Want to more accurately analyze the performance of a list? Try excluding your fixed catalog costs such as creative, photography, and copywriting, says Michael Grant, president of Scarsdale, NY-based consultancy Michael Grant Direct: “Correct circulation planning analyses focus on just the variable catalog costs.”

Generally speaking, any cost that is not dependent on the number of catalogs printed is a fixed cost. The costs associated with each of these are also called one-time costs, since they are incurred one time and will not change regardless of whether you print 1,000 copies of a catalog or 1 million.

Say that your breakeven demand per catalog with fixed and variable costs is $1.25, and the breakeven demand per catalog with just variable costs is $1.00. Any segment that has a demand per catalog between $1 and $1.25 falls into a gray zone. The use of fixed costs to make your decisions would eliminate all segments that fall into this category.
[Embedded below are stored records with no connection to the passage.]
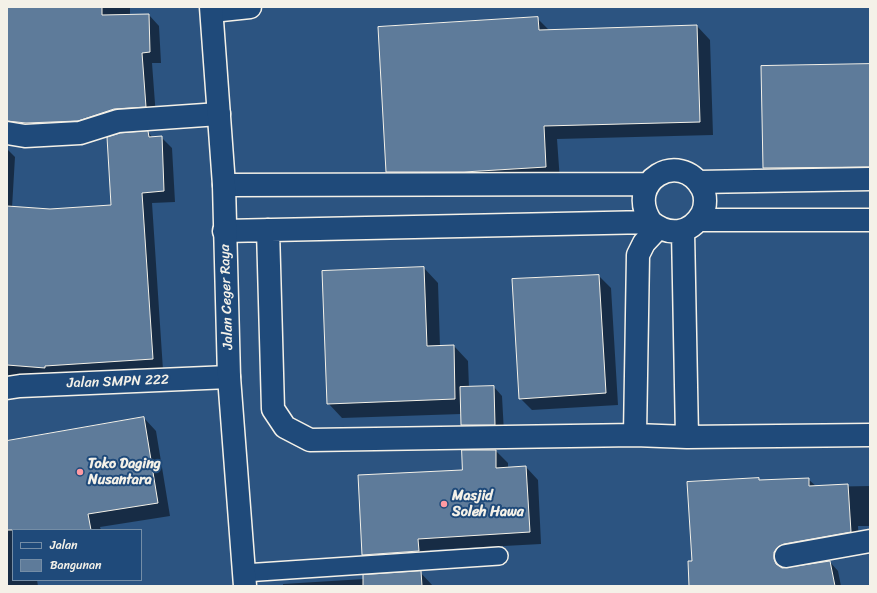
<!DOCTYPE html>
<style>
body{margin:0}
#map{position:relative;width:877px;height:593px;overflow:hidden;background:#2c5481;font-family:Sriracha,sans-serif}
canvas{display:block}
.frame{position:absolute;inset:0;border:8px solid #f4f1e8;pointer-events:none}
.legend{position:absolute;left:12px;top:529px;width:130px;height:52px;box-sizing:border-box;background:#1f4a7a;border:1px solid #748da6;margin:0;padding:5px 7px;list-style:none;font-size:12px;color:#f4f1e8}
.legend li{display:flex;align-items:center;gap:8px;height:20px}
.legend b{width:20px;border:1px solid #748da6}
</style>
<div id="map">
<canvas width="877" height="593"></canvas>
<div class="frame"></div>
<ul class="legend">
<li><b style="height:5px;background:#1f4a7a"></b>Jalan</li>
<li><b style="height:11px;background:#5e7b9a"></b>Bangunan</li>
</ul>
</div>
<script>
const context = document.querySelector('canvas').getContext('2d');
context.lineJoin = 'round';
function fill(path, color) {
  context.fillStyle = color;
  context.fill(path, 'evenodd');
}
function stroke(path, color, width, dash) {
  context.strokeStyle = color;
  context.lineWidth = width;
  context.lineCap = dash ? 'butt' : 'round';
  context.setLineDash(dash || []);
  context.stroke(path);
}
function label(font, color, halo, rows, align = 'center') {
  context.font = font + ' Sriracha,sans-serif';
  context.lineWidth = 4;
  context.setLineDash([]);
  context.textBaseline = 'middle';
  context.strokeStyle = halo;
  context.fillStyle = color;
  for (const [text, x, y, turn = 0] of rows) {
    context.save();
    context.translate(x, y);
    context.rotate((+turn || 0) * Math.PI / 180);
    context.textAlign = isNaN(turn) ? turn : align;
    if (halo) context.strokeText(text, 0, 0);
    context.fillText(text, 0, 0);
    context.restore();
  }
}
const shadow = new Path2D(`
 M7,7h123v9l19,-1 10,11 2,37h-9l4,54 -149,21z
 M537,18l13,13 147,-5 13,14 3,95 -156,4 3,42 -159,5 -14,-14z
 M870,65v117l-92,1 -14,-15z
 M148,132l5,6 8,-1 11,11 3,54 -23,1 11,167 -107,8 -49,-3v-226l8,8 -3,51 38,2 62,-4z
 M424,268l14,15 2,64 14,-1 14,15 1,27 25,-1 8,9 2,37 -33,1 -9,-9 -1,-11 -119,4 -14,-15z
 M599,276l12,12 7,117 -86,5 -12,-12z
 M144,418l12,13 14,85 -70,11 1,3h-88v50h24l1,6h-31v-144z
 M496,451l12,12v5l18,-1 12,13 3,64 -111,6 1,13 -56,4 -12,-12 100,-84z
 M758,479l3,2 47,-2 9,8 53,-1v40h-12l1,14 -76,20 -1,9 48,-7 8,9 3,15h-151l3,-24z
 M420,572l13,14h-150v-2l81,-5z`);
const building = new Path2D(`
 M7,7h95v8l47,-1 1,38 -8,1 4,54 -32,2 -36,12 -52,2 -19,-2z
 M538,17l1,13 158,-5 3,97 -156,4 2,41 -82,5h-78l-8,-145z
 M870,64v103l-107,1 -2,-102z
 M148,131l1,6 13,-1 2,55 -22,2 11,166 -108,7v2l-38,-3v-159l43,3 61,-4 -4,-68 13,-4z
 M424,267l3,79 27,-1 1,54 -128,5 -5,-133z
 M599,275l7,118 -87,6 -7,-120z
 M494,386l1,39h-34l-1,-38z
 M144,417l14,86 -70,11 3,16h-84v-89z
 M462,450h34v18l30,-2 4,66 -112,7 1,12 -57,4 -4,-80 104,-5z
 M759,478v2l50,-2v8l39,-2 3,48 -67,12 -6,3 -4,5v7l2,5 6,4 48,-7 5,25h-146l-1,-25h4l-5,-79z
 M421,571l1,15h-59v-11z`);
const service = new Path2D(`
 M244,573l255,-17`);
const minor = new Path2D(`
 M212,11l38,-4
 M7,133l18,3 55,-3 38,-12 101,-7
 M698,182l172,-3
 M224,185l423,-1
 M698,220h172
 M268,230l5,179 12,18 25,13 325,-5 52,2 183,-2
 M224,231l427,-9c17,14 39,13 51,-8 4,-8 4,-19 0,-26 -22,-39 -78,-7 -51,34
 M683,231l4,206
 M7,388l13,-2 209,-9
 M635,435l3,-180 6,-12 14,-15
 M786,556l84,-15`);
const secondary = new Path2D(`
 M211,7l13,178 5,192 16,209`);
const markers = [
 [80,472,4,"#ff9aa2"],
 [444,504,4,"#ff9aa2"]
];
const streetNames = [
 ["Jalan Ceger Raya",227,297,-92],
 ["Jalan SMPN 222",118,382,-2]
];
const poiNames = [
 ["Toko Daging",88,464],
 ["Nusantara",88,480],
 ["Masjid",452,496],
 ["Soleh Hawa",452,512]
];
fill(shadow, '#0007');
fill(building, '#5e7b9a');
stroke(building, '#f4f1e8', 1);
stroke(service, '#f4f1e8', 20);
stroke(minor, '#f4f1e8', 25);
stroke(secondary, '#f4f1e8', 25);
stroke(service, '#1f4a7a', 17);
stroke(minor, '#1f4a7a', 22);
stroke(secondary, '#1f4a7a', 22);
for (const [x, y, r, color] of markers) {
  const dot = new Path2D();
  dot.arc(x, y, r, 0, 2 * Math.PI);
  context.fillStyle = color;
  context.fill(dot);
  stroke(dot, '#1f4a7a', 1.5);
}
label('14px', '#f4f1e8', '#1f4a7a', streetNames);
label('bold 14px', '#f4f1e8', '#1f4a7a', poiNames, 'left');
</script>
However, since this segment is covering all of its variable costs and additionally covers some of the fixed costs, you would be remiss not to mail all of these segments, Grant says.

To illustrate the benefit for a given mailing, let’s say that you have 500,000 buyers that fall into this category, with an expected $1.20 demand per catalog. You would see an additional $100,000 in contribution by using the variable breakeven demand per catalog: $1.20 less $1.00 equals $0.20 additional contribution; $0.20 times 500,000 extra catalogs mailed equals $100,000 extra contribution.